◆ Task directions ◆
Give again, word for word, each line of the data from the first through the one containing "g.stroke(path);". Pictures stay out.

◆ Task data ◆
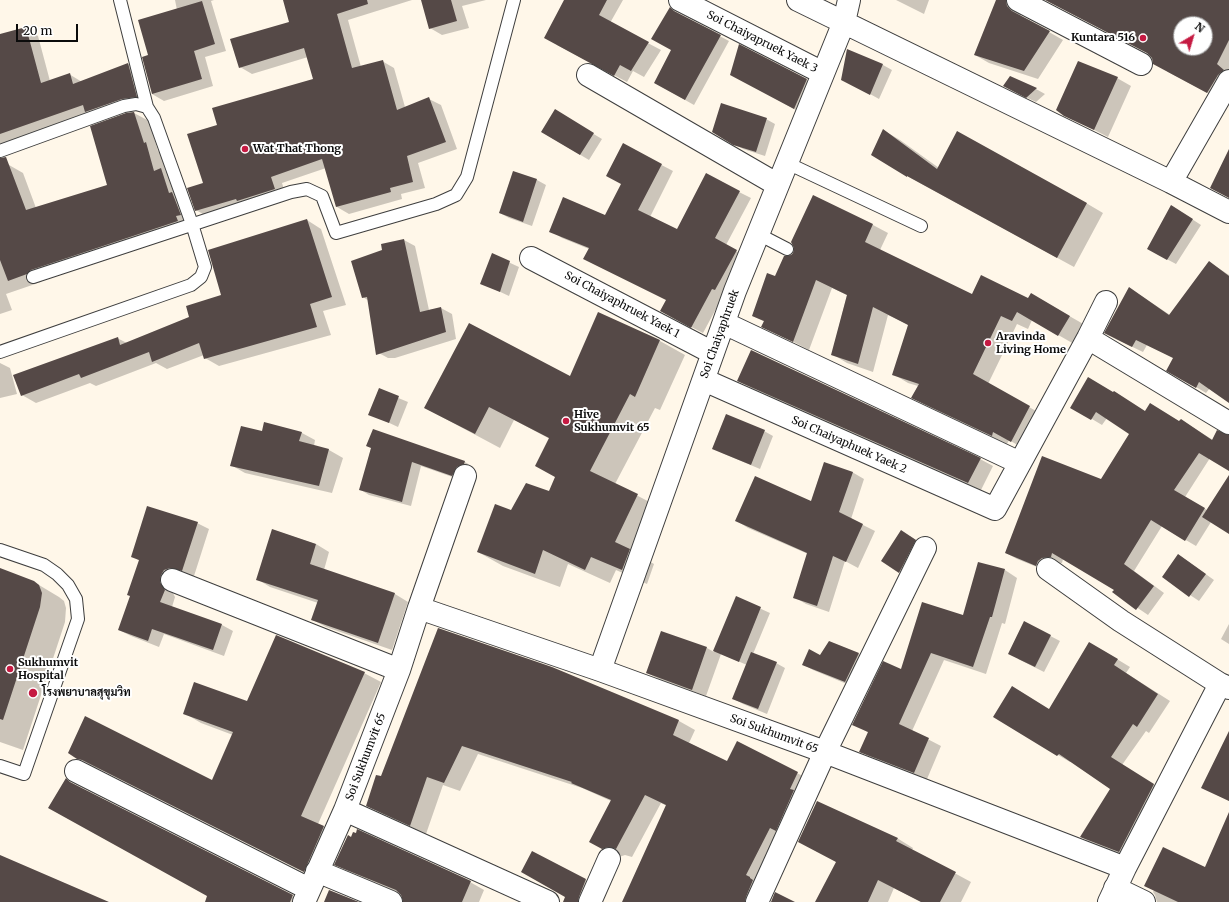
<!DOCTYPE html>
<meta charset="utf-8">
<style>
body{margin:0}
#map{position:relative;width:1229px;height:902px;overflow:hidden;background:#fff7e9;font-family:Merriweather,serif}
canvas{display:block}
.north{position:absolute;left:1173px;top:16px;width:40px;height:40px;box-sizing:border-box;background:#fff;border:1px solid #9d9d9d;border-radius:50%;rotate:38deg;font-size:11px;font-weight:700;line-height:16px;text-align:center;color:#0b0b0b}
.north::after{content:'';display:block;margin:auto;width:14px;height:18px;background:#c51a42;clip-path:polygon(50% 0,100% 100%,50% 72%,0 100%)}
.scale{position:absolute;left:16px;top:24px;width:62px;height:18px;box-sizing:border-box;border:2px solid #0b0b0b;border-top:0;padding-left:5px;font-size:12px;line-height:14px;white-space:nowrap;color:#0b0b0b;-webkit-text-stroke:3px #fff;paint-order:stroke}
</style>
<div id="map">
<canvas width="1229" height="902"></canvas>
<div class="north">N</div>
<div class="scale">20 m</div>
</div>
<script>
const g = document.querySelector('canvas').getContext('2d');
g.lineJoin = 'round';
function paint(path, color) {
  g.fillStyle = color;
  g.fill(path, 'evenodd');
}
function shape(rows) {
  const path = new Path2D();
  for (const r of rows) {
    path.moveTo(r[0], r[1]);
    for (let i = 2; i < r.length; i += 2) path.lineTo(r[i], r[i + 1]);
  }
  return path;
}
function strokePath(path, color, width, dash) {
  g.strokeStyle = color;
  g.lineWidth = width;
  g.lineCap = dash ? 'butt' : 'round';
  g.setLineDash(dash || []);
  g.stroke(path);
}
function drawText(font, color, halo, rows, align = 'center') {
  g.font = font + ' Merriweather,Sarabun,serif';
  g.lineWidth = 4;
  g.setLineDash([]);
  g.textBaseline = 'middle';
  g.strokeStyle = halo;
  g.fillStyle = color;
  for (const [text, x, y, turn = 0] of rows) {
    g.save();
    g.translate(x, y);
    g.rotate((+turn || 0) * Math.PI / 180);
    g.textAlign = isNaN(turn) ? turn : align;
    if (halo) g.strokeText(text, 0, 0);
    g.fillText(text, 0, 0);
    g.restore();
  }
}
paint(shape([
 [175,0,214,0,211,1,226,51,205,57,213,86,164,101,152,94,149,56,177,10],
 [284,0,412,0,348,20,361,67,382,61,394,68,405,107,429,99,441,105,457,149,418,163,425,188,401,194,402,199,349,214,337,207,326,168,282,183,286,196,208,217,196,210,204,184,218,126,314,80,308,57,252,74,240,67,290,22],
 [422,0,486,0,462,6,469,28,442,35,430,28],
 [565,0,623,0,610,23,661,50,644,77,633,71,627,82,557,45],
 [896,0,929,0,924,14],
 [997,0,1022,0,1019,9,1021,16,1063,40,1038,79,989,63,975,55],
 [1046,0,1229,0,1229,87,1221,100,1168,72,1149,54],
 [1181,24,1205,24,1205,48,1181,48],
 [670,8,682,16,729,41,694,105,655,83,673,50],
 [26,28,38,36,50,81,69,74,82,82,128,64,141,71,149,104,39,132,0,144,0,35],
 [740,46,816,85,803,114,740,79],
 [847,50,883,65,892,70,879,99,843,79],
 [1011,78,1036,89,1045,94,1036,102,1013,91],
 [1117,78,1131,86,1108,137,1065,115],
 [555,111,602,139,589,160,542,132],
 [134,113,149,121,158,151,160,152,166,172,175,178,195,223,45,278,41,282,6,294,12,310,0,314,0,168,9,165,23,173,36,208,108,186],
 [766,119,775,124,765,156,743,149,713,132],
 [883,130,900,140,939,168,1086,203,1103,213,1074,267,907,176],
 [623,145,673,171,650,217,677,230,739,192,751,198,726,245,748,258,724,294,703,333,672,317,667,300,589,249,562,238,551,231,605,216,622,184],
 [514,172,537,180,546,185,532,226,509,218,500,213],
 [814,196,873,225,888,233,880,250,972,295,1028,299,1031,294,1085,325,1074,344,1032,320,1028,329,1017,324,988,384,1045,416,1026,450,1009,440,1007,444,927,406,912,397,918,386,908,383,893,374,909,325,888,315,873,372,847,363,832,354,847,295,832,288,809,350,763,326,765,322,753,316,775,277,794,253],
 [1172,206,1201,225,1176,264,1157,254],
 [307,220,321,229,346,305,323,311,331,335,219,366,205,358,204,355,167,369,156,363,96,386,90,383,36,403,22,395,117,338,127,343,191,317,222,296],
 [404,240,415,246,429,310,441,308,452,314,456,339,395,358,388,358,377,352,369,301,363,297,384,251],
 [493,255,519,267,509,296,481,283],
 [1209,262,1229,275,1229,402,1210,388,1206,393,1168,370,1174,358,1147,345,1143,352,1116,339,1140,295,1170,315],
 [599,313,660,341,685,355,660,410,655,408,615,484,663,509,640,556,654,564,647,584,616,570,610,583,568,564,560,587,503,566,478,552,512,512,549,492,556,477,550,439,514,420,500,448,425,408,570,377],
 [0,363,10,368,17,394,0,398],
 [738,381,980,459,993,466,981,490,751,388],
 [379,390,408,402,398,427,370,414],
 [1072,407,1146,412,1180,422,1181,420,1213,440,1229,436,1229,470,1210,458,1185,497,1207,510,1229,477,1229,532,1211,522,1196,546,1162,526,1134,571,1164,593,1148,615,1114,592,1115,590,1063,559,1062,563,1054,564,1047,571,1017,559,1006,553,1101,480,1130,434,1107,418,1102,425],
 [764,431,773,436,760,469,722,453,713,448],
 [263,433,302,433,315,440,314,446,329,450,343,458,332,493,245,473,231,465],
 [371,448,465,462,473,467,461,480,421,466,411,506,369,495,361,490],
 [852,472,864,479,851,519,875,531,858,568,845,561,829,612,806,604,794,597,808,554,748,528,737,521,811,502],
 [197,523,209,529,194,576,182,574,171,589,175,597,172,607,222,625,233,631,224,656,164,634,159,647,131,636,119,630,131,596,140,561,132,556],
 [273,530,316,544,329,552,324,570,395,594,408,602,392,650,326,627,313,620,318,603,270,587,257,579],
 [910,536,925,546,908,577,900,572],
 [1179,555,1214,580,1199,601,1163,577],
 [0,570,34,582,59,597,64,601,66,608,65,622,23,750,0,742],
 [1005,570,1017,578,1005,624,1002,623,986,674,944,660,912,731,941,746,927,779,873,759,860,751,869,733,854,724,901,670,964,617],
 [737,598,770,613,753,654,776,663,785,668,767,714,743,704,734,699,747,665,721,654,706,696,661,680,647,673,707,648,714,652],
 [1025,623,1060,641,1044,672,1018,659],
 [1229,624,1229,644,1221,639],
 [829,642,859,654,868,659,854,687,813,670,804,665,820,656],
 [1102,650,1130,667,1126,673,1170,701,1149,733,1146,731,1122,765,1166,792,1132,859,1093,844,1081,837,1111,788,1071,761,1070,762,1058,755,995,716,1050,710],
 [552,668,679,721,695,730,689,743,728,762,738,742,814,782,763,902,623,902,667,806,661,803,632,857,625,855,619,857,590,842,611,801,582,788,478,754,460,791,443,785,426,834,383,814,367,805,381,778],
 [364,673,381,682,318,824,340,836,319,880,99,769,95,768,78,758,212,782,233,735,201,723,184,713,247,702],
 [1229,738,1229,801,1202,787],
 [66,780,84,790,303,902,206,902,208,896],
 [897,838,913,848,912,850,971,882,961,902,921,902,894,888,888,902,816,902],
 [533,852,595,885,587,902,573,902],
 [337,865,470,882,484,890,479,902,404,902,402,894,350,873],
 [1229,865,1229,902,1157,902,1155,895,1153,892,1154,890,1205,868]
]), '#0003');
paint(shape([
 [283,0,367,0,368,4,337,14,352,68,383,60,397,110,429,97,446,142,407,156,413,182,390,188,391,192,336,207,322,159,271,177,275,189,237,201,236,199,195,211,187,188,203,183,187,134,217,125,212,108,313,79,304,48,239,68,230,39,289,22],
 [421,0,451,0,457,21,429,29],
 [564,0,607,0,599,15,649,42,631,71,620,65,614,76,544,38],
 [996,0,1006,0,1007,6,1012,11,1050,31,1024,71,974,55],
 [1045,0,1229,0,1229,40,1217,64,1224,70,1218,75,1207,93,1153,64,1152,58,1147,53],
 [1181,24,1205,24,1205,48,1181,48],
 [202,1,215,44,194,51,202,79,152,94,142,57,148,55,138,20],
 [670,7,674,11,721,35,685,100,654,83,671,50,651,39],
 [26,27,41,83,70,73,73,84,128,63,137,97,122,99,85,112,83,105,0,134,0,34],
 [739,44,807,79,794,109,730,75],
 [847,49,883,64,870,95,841,80],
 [1078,61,1118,77,1094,130,1064,116,1056,110],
 [1010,76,1037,88,1026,98,1003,86],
 [721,103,767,118,756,152,733,145,712,132],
 [555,109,594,133,580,155,541,132],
 [134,112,144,143,146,142,154,171,161,168,169,193,172,192,181,215,176,216,178,221,31,270,27,274,8,281,0,260,0,158,6,157,26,210,107,185,90,126,126,113],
 [883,129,937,169,957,131,1087,203,1057,258,907,176,907,177,871,155],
 [623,143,662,164,638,210,677,229,706,173,740,191,715,238,737,250,715,290,712,289,691,328,660,311,666,300,583,259,589,248,549,232,563,197,605,215,621,184,606,176],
 [1229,149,1229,198,1210,188],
 [513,171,537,179,523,222,499,213],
 [813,195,873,224,865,242,972,294,981,275,1028,298,1031,293,1070,316,1058,336,1017,312,1012,321,1001,316,973,374,1030,406,1011,442,993,432,992,436,911,398,919,384,892,375,908,325,873,307,858,364,831,355,847,295,816,280,793,342,761,327,764,321,752,316,767,273,775,276,784,256,791,255,793,253,794,248,791,242],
 [1171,205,1193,219,1167,260,1147,249],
 [307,219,332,297,310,304,317,327,204,359,199,343,152,362,149,352,81,378,79,374,21,396,13,375,118,337,120,345,189,317,186,306,221,295,208,250],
 [404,239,420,312,441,307,446,332,376,355,367,297,362,298,351,261,382,250,381,244],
 [492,253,510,261,500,292,480,284],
 [1209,261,1229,276,1229,403,1199,382,1196,388,1166,371,1173,358,1136,340,1132,347,1104,333,1129,287,1169,315],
 [598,312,660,340,635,397,630,394,590,471,638,494,615,542,630,549,622,570,591,557,585,570,543,550,535,574,477,552,495,504,511,510,526,483,549,491,555,477,535,466,549,438,489,407,475,434,424,408,469,323,570,376],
 [751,350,981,458,968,483,737,381],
 [1088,377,1113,392,1114,391,1145,411,1150,403,1179,421,1181,419,1212,440,1217,430,1229,435,1229,471,1199,453,1174,490,1205,508,1185,541,1151,520,1124,564,1154,586,1136,610,1112,592,1114,590,1052,553,1051,557,1042,558,1038,561,1036,566,1005,553,1042,456,1101,479,1129,434,1096,412,1091,420,1070,408],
 [379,388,399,396,389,423,368,415],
 [726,414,765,430,751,465,712,449],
 [264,422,302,432,299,441,329,449,319,486,230,466,241,426,262,431],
 [373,429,465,461,464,464,457,467,452,476,412,462,402,502,359,490,371,448,366,446],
 [824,462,853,472,839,512,863,524,846,562,833,556,817,606,793,598,807,553,735,521,755,476,811,501],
 [1229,475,1229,534,1202,517],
 [147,506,198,522,182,571,170,568,164,570,161,575,160,582,165,590,160,602,222,624,213,650,152,629,148,641,118,630,130,596,127,595,139,560,131,557],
 [272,529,316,544,310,564,395,593,378,643,311,620,318,600,256,580],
 [901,530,916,540,899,573,881,561],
 [1178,554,1206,574,1189,597,1162,577],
 [978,562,1005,569,992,617,990,617,973,667,931,653,899,724,929,738,914,773,859,752,868,732,852,725,883,661,901,669,922,602,963,615],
 [0,568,34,581,39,585,42,593,40,607,3,720,0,719],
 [736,596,761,607,739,662,713,651],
 [1024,621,1051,635,1035,667,1008,654],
 [438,628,552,667,679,720,673,735,727,761,737,741,798,772,790,789,794,790,776,831,770,828,746,875,750,877,750,878,753,880,746,897,745,902,622,902,666,805,645,795,616,849,608,847,602,849,589,842,611,800,571,783,572,782,462,746,444,783,427,777,410,826,366,806,376,775,381,776],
 [661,631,707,647,692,690,646,673],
 [276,635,365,672,301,816,324,826,304,872,82,760,77,759,68,753,85,716,212,780,233,732,183,714,194,682,247,701],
 [829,641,859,653,845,682,802,665,809,649,820,655],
 [1089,642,1118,659,1114,665,1158,694,1137,727,1133,724,1111,757,1154,784,1119,852,1080,837,1110,789,1059,754,1057,756,993,717,1012,686,1049,709],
 [751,652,777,662,758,709,732,699],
 [1229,731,1229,801,1201,788],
 [66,778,70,782,293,895,290,902,205,902,207,896,48,808],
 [817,801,898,838,896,841,956,872,940,902,921,902,878,880,868,902,815,902,836,862,798,842],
 [1229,812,1229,902,1178,902,1144,886,1163,847,1205,867],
 [357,829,471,881,462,902,403,902,401,895,396,890,334,865,348,835,351,837,353,832,356,833],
 [532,851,586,879,579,897,578,902,563,902,565,897,521,872],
 [0,855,109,902,0,902],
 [329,890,359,902,324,902],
 [775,892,795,902,771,902]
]), '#554947');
const lane = shape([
 [120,0,147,107],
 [0,151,124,106,136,104,147,107,154,118,192,224,205,267,201,277,191,285,0,352],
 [787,163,921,226],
 [758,234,787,249],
 [33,277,291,192,307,189,322,196,336,233,436,204,456,195,467,177,514,0],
 [0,550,44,565,57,574,68,585,76,599,78,619,24,774,0,766]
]);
const street = shape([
 [680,0,823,73],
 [798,0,1171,182,1229,212],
 [1018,0,1141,64],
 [588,75,778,185],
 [1171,182,1229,81],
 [531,258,713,353],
 [724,323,1020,463],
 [1088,338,1229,423],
 [704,380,995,509,1088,338,1106,302],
 [1048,569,1121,621,1220,684,1229,688],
 [172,580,399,670],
 [419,608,465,476],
 [600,670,735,291,844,22,849,0],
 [76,771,309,889],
 [345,810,548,902],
 [317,871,391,902],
 [1115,888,1144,902],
 [304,902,345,810,399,670,419,608,600,670,825,752,1125,868],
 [590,902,609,859],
 [757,902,825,752,925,548],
 [1109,902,1125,868,1220,684]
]);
strokePath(lane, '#3e3e3e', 14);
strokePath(street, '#3e3e3e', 24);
strokePath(lane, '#fff', 12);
strokePath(street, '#fff', 22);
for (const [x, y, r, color] of [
 [1143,38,4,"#c51a42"],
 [245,149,4,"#c51a42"],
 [988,343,4,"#c51a42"],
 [566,421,4,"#c51a42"],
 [10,669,4,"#c51a42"],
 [33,693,5,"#c51a42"]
]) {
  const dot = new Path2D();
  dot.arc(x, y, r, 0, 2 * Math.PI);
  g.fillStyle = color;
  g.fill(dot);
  strokePath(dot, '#fff', 1.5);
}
drawText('bold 11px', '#0b0b0b', '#fff', [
 ["Kuntara 516",1135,38,"right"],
 ["Wat That Thong",253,149],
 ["Aravinda",996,337],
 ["Living Home",996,350],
 ["Hive",574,415],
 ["Sukhumvit 65",574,428],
 ["Sukhumvit",18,663],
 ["Hospital",18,676],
 ["โรงพยาบาลสุขุมวิท",42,693]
], 'left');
drawText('11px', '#0b0b0b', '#fff', [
 ["Soi Chaiyapruek Yaek 3",762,42,27],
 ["Soi Chaiyaphruek Yaek 1",622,305,28],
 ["Soi Chaiyaphruek",720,334,-70],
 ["Soi Chaiyaphuek Yaek 2",849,445,24],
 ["Soi Sukhumvit 65",774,734,20],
 ["Soi Sukhumvit 65",366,757,-69]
]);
</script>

◆ Finished exercise ◆
<!DOCTYPE html>
<meta charset="utf-8">
<style>
body{margin:0}
#map{position:relative;width:1229px;height:902px;overflow:hidden;background:#fff7e9;font-family:Merriweather,serif}
canvas{display:block}
.north{position:absolute;left:1173px;top:16px;width:40px;height:40px;box-sizing:border-box;background:#fff;border:1px solid #9d9d9d;border-radius:50%;rotate:38deg;font-size:11px;font-weight:700;line-height:16px;text-align:center;color:#0b0b0b}
.north::after{content:'';display:block;margin:auto;width:14px;height:18px;background:#c51a42;clip-path:polygon(50% 0,100% 100%,50% 72%,0 100%)}
.scale{position:absolute;left:16px;top:24px;width:62px;height:18px;box-sizing:border-box;border:2px solid #0b0b0b;border-top:0;padding-left:5px;font-size:12px;line-height:14px;white-space:nowrap;color:#0b0b0b;-webkit-text-stroke:3px #fff;paint-order:stroke}
</style>
<div id="map">
<canvas width="1229" height="902"></canvas>
<div class="north">N</div>
<div class="scale">20 m</div>
</div>
<script>
const g = document.querySelector('canvas').getContext('2d');
g.lineJoin = 'round';
function paint(path, color) {
  g.fillStyle = color;
  g.fill(path, 'evenodd');
}
function shape(rows) {
  const path = new Path2D();
  for (const r of rows) {
    path.moveTo(r[0], r[1]);
    for (let i = 2; i < r.length; i += 2) path.lineTo(r[i], r[i + 1]);
  }
  return path;
}
function strokePath(path, color, width, dash) {
  g.strokeStyle = color;
  g.lineWidth = width;
  g.lineCap = dash ? 'butt' : 'round';
  g.setLineDash(dash || []);
  g.stroke(path);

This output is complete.